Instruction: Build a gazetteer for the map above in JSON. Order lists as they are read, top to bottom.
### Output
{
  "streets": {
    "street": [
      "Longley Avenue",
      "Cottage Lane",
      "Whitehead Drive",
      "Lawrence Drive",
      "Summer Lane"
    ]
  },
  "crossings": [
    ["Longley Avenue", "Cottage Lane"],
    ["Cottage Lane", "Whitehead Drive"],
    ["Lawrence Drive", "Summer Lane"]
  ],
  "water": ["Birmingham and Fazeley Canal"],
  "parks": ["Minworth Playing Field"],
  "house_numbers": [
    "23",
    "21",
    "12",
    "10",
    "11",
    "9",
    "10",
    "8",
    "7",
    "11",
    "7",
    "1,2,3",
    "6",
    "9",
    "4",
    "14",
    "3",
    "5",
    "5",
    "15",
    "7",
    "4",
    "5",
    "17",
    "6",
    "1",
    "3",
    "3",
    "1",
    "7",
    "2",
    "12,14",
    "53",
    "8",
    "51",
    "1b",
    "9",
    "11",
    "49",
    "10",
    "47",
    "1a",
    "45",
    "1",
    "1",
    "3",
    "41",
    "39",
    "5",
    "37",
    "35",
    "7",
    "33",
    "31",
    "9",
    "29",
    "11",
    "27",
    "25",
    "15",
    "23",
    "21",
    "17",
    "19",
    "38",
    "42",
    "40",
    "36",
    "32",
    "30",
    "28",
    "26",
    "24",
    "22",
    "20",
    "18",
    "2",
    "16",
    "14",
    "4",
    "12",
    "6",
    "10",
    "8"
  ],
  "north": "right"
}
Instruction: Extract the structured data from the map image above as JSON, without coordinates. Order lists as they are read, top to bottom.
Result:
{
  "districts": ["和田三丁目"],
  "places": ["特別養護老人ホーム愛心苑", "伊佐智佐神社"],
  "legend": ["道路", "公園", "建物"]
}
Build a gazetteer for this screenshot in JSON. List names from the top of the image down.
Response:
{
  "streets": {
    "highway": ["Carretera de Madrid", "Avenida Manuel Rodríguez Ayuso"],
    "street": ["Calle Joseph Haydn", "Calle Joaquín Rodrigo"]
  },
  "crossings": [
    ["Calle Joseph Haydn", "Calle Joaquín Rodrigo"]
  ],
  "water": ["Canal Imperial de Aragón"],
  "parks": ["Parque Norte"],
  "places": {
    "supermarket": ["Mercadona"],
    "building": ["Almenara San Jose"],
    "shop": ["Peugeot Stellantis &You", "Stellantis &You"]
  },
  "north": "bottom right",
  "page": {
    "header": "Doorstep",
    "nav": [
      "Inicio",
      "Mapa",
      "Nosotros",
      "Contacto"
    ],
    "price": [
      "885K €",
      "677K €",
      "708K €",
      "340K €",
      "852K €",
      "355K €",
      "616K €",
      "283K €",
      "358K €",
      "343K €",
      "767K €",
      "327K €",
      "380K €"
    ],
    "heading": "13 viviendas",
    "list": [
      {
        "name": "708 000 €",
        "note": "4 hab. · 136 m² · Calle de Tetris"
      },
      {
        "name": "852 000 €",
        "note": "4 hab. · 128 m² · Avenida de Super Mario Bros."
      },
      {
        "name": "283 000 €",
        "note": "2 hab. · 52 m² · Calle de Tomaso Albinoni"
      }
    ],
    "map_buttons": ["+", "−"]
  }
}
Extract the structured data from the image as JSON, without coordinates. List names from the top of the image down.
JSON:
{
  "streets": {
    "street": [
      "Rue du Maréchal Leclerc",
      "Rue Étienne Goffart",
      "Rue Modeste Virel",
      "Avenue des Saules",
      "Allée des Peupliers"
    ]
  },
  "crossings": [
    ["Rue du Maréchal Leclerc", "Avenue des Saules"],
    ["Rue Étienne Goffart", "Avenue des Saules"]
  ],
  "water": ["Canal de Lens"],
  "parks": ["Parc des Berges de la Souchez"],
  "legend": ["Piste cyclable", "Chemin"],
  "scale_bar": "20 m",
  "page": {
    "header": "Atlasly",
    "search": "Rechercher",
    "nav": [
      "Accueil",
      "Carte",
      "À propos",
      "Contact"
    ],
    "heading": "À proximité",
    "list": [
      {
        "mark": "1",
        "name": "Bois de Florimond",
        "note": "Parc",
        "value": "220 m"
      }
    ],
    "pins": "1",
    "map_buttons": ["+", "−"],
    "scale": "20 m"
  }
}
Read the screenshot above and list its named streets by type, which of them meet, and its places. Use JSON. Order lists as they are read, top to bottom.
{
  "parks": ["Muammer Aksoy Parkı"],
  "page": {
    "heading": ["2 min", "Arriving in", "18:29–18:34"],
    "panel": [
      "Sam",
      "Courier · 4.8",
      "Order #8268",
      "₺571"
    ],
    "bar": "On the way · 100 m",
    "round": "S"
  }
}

-------------------------

**WHAT YOU ARE ASKED TO DO**
Your response must repeat all of the material above exactly.

**YOUR RESPONSE**
Instruction: Build a gazetteer for the map above in JSON. Order lists as they are read, top to bottom.
### Output
{
  "streets": {
    "street": [
      "Longley Avenue",
      "Cottage Lane",
      "Whitehead Drive",
      "Lawrence Drive",
      "Summer Lane"
    ]
  },
  "crossings": [
    ["Longley Avenue", "Cottage Lane"],
    ["Cottage Lane", "Whitehead Drive"],
    ["Lawrence Drive", "Summer Lane"]
  ],
  "water": ["Birmingham and Fazeley Canal"],
  "parks": ["Minworth Playing Field"],
  "house_numbers": [
    "23",
    "21",
    "12",
    "10",
    "11",
    "9",
    "10",
    "8",
    "7",
    "11",
    "7",
    "1,2,3",
    "6",
    "9",
    "4",
    "14",
    "3",
    "5",
    "5",
    "15",
    "7",
    "4",
    "5",
    "17",
    "6",
    "1",
    "3",
    "3",
    "1",
    "7",
    "2",
    "12,14",
    "53",
    "8",
    "51",
    "1b",
    "9",
    "11",
    "49",
    "10",
    "47",
    "1a",
    "45",
    "1",
    "1",
    "3",
    "41",
    "39",
    "5",
    "37",
    "35",
    "7",
    "33",
    "31",
    "9",
    "29",
    "11",
    "27",
    "25",
    "15",
    "23",
    "21",
    "17",
    "19",
    "38",
    "42",
    "40",
    "36",
    "32",
    "30",
    "28",
    "26",
    "24",
    "22",
    "20",
    "18",
    "2",
    "16",
    "14",
    "4",
    "12",
    "6",
    "10",
    "8"
  ],
  "north": "right"
}
Instruction: Extract the structured data from the map image above as JSON, without coordinates. Order lists as they are read, top to bottom.
Result:
{
  "districts": ["和田三丁目"],
  "places": ["特別養護老人ホーム愛心苑", "伊佐智佐神社"],
  "legend": ["道路", "公園", "建物"]
}
Build a gazetteer for this screenshot in JSON. List names from the top of the image down.
Response:
{
  "streets": {
    "highway": ["Carretera de Madrid", "Avenida Manuel Rodríguez Ayuso"],
    "street": ["Calle Joseph Haydn", "Calle Joaquín Rodrigo"]
  },
  "crossings": [
    ["Calle Joseph Haydn", "Calle Joaquín Rodrigo"]
  ],
  "water": ["Canal Imperial de Aragón"],
  "parks": ["Parque Norte"],
  "places": {
    "supermarket": ["Mercadona"],
    "building": ["Almenara San Jose"],
    "shop": ["Peugeot Stellantis &You", "Stellantis &You"]
  },
  "north": "bottom right",
  "page": {
    "header": "Doorstep",
    "nav": [
      "Inicio",
      "Mapa",
      "Nosotros",
      "Contacto"
    ],
    "price": [
      "885K €",
      "677K €",
      "708K €",
      "340K €",
      "852K €",
      "355K €",
      "616K €",
      "283K €",
      "358K €",
      "343K €",
      "767K €",
      "327K €",
      "380K €"
    ],
    "heading": "13 viviendas",
    "list": [
      {
        "name": "708 000 €",
        "note": "4 hab. · 136 m² · Calle de Tetris"
      },
      {
        "name": "852 000 €",
        "note": "4 hab. · 128 m² · Avenida de Super Mario Bros."
      },
      {
        "name": "283 000 €",
        "note": "2 hab. · 52 m² · Calle de Tomaso Albinoni"
      }
    ],
    "map_buttons": ["+", "−"]
  }
}
Extract the structured data from the image as JSON, without coordinates. List names from the top of the image down.
JSON:
{
  "streets": {
    "street": [
      "Rue du Maréchal Leclerc",
      "Rue Étienne Goffart",
      "Rue Modeste Virel",
      "Avenue des Saules",
      "Allée des Peupliers"
    ]
  },
  "crossings": [
    ["Rue du Maréchal Leclerc", "Avenue des Saules"],
    ["Rue Étienne Goffart", "Avenue des Saules"]
  ],
  "water": ["Canal de Lens"],
  "parks": ["Parc des Berges de la Souchez"],
  "legend": ["Piste cyclable", "Chemin"],
  "scale_bar": "20 m",
  "page": {
    "header": "Atlasly",
    "search": "Rechercher",
    "nav": [
      "Accueil",
      "Carte",
      "À propos",
      "Contact"
    ],
    "heading": "À proximité",
    "list": [
      {
        "mark": "1",
        "name": "Bois de Florimond",
        "note": "Parc",
        "value": "220 m"
      }
    ],
    "pins": "1",
    "map_buttons": ["+", "−"],
    "scale": "20 m"
  }
}
Read the screenshot above and list its named streets by type, which of them meet, and its places. Use JSON. Order lists as they are read, top to bottom.
{
  "parks": ["Muammer Aksoy Parkı"],
  "page": {
    "heading": ["2 min", "Arriving in", "18:29–18:34"],
    "panel": [
      "Sam",
      "Courier · 4.8",
      "Order #8268",
      "₺571"
    ],
    "bar": "On the way · 100 m",
    "round": "S"
  }
}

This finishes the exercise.